== What is required ==
Every line below that has the string "button" needs to be copied.
---+---
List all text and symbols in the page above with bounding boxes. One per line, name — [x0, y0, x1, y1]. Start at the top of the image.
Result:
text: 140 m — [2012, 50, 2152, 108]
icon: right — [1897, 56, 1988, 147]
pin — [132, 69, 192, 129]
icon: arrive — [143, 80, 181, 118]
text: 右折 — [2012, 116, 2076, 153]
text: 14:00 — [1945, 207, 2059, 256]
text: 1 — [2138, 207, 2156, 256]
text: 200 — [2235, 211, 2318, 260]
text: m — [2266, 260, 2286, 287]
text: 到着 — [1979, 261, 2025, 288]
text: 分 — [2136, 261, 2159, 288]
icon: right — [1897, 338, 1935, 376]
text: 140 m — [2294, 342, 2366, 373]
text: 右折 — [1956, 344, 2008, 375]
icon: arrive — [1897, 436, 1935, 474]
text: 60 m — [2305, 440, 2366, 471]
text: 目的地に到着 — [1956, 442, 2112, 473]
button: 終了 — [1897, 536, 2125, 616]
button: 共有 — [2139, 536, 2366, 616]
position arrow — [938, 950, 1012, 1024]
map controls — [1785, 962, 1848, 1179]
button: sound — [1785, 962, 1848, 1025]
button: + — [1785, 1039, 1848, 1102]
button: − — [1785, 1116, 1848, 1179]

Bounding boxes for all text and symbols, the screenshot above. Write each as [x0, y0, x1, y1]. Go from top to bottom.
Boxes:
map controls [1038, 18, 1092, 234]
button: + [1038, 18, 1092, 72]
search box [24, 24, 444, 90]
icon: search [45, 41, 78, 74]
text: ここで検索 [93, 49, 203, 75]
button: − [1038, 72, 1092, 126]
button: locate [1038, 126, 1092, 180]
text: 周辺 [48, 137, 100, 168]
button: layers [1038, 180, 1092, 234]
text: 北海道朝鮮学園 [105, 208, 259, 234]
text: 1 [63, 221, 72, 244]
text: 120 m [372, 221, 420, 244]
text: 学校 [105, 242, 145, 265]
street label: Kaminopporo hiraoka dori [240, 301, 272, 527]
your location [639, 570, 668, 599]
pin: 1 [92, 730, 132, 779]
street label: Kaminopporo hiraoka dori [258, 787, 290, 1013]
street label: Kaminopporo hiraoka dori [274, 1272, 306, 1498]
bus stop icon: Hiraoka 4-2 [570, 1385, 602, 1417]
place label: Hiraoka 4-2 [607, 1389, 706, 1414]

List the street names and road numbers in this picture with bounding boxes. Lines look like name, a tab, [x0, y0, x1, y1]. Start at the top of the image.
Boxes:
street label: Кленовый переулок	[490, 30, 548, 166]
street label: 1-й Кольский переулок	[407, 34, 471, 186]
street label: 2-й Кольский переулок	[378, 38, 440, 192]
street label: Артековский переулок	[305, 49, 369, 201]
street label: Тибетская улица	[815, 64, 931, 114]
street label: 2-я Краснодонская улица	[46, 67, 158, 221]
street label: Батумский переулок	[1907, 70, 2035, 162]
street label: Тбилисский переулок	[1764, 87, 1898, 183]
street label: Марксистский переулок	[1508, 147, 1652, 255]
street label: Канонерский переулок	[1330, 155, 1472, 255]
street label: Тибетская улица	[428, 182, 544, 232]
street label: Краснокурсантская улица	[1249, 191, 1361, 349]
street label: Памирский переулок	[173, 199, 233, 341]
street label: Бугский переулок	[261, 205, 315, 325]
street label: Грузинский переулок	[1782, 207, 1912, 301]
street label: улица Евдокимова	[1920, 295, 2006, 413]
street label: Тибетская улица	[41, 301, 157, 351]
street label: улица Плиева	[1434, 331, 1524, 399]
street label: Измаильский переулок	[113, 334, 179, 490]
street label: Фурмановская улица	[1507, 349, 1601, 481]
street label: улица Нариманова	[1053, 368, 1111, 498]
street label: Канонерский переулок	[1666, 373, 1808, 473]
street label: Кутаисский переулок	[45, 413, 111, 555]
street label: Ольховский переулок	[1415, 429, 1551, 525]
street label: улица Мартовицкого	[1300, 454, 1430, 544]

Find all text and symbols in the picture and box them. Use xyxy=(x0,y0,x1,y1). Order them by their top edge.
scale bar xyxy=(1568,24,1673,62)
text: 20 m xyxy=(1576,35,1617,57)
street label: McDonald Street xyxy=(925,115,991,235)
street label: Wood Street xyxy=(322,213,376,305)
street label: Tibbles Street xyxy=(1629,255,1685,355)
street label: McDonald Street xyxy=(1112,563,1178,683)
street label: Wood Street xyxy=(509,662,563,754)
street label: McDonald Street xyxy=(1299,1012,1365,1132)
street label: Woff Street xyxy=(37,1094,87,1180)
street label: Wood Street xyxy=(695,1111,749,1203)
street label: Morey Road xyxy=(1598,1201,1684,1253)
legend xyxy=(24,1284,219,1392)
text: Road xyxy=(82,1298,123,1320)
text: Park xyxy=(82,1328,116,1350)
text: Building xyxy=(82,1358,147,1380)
---+---
== Your response ==
button: 終了 — [1897, 536, 2125, 616]
button: 共有 — [2139, 536, 2366, 616]
button: sound — [1785, 962, 1848, 1025]
button: + — [1785, 1039, 1848, 1102]
button: − — [1785, 1116, 1848, 1179]
button: + [1038, 18, 1092, 72]
button: − [1038, 72, 1092, 126]
button: locate [1038, 126, 1092, 180]
button: layers [1038, 180, 1092, 234]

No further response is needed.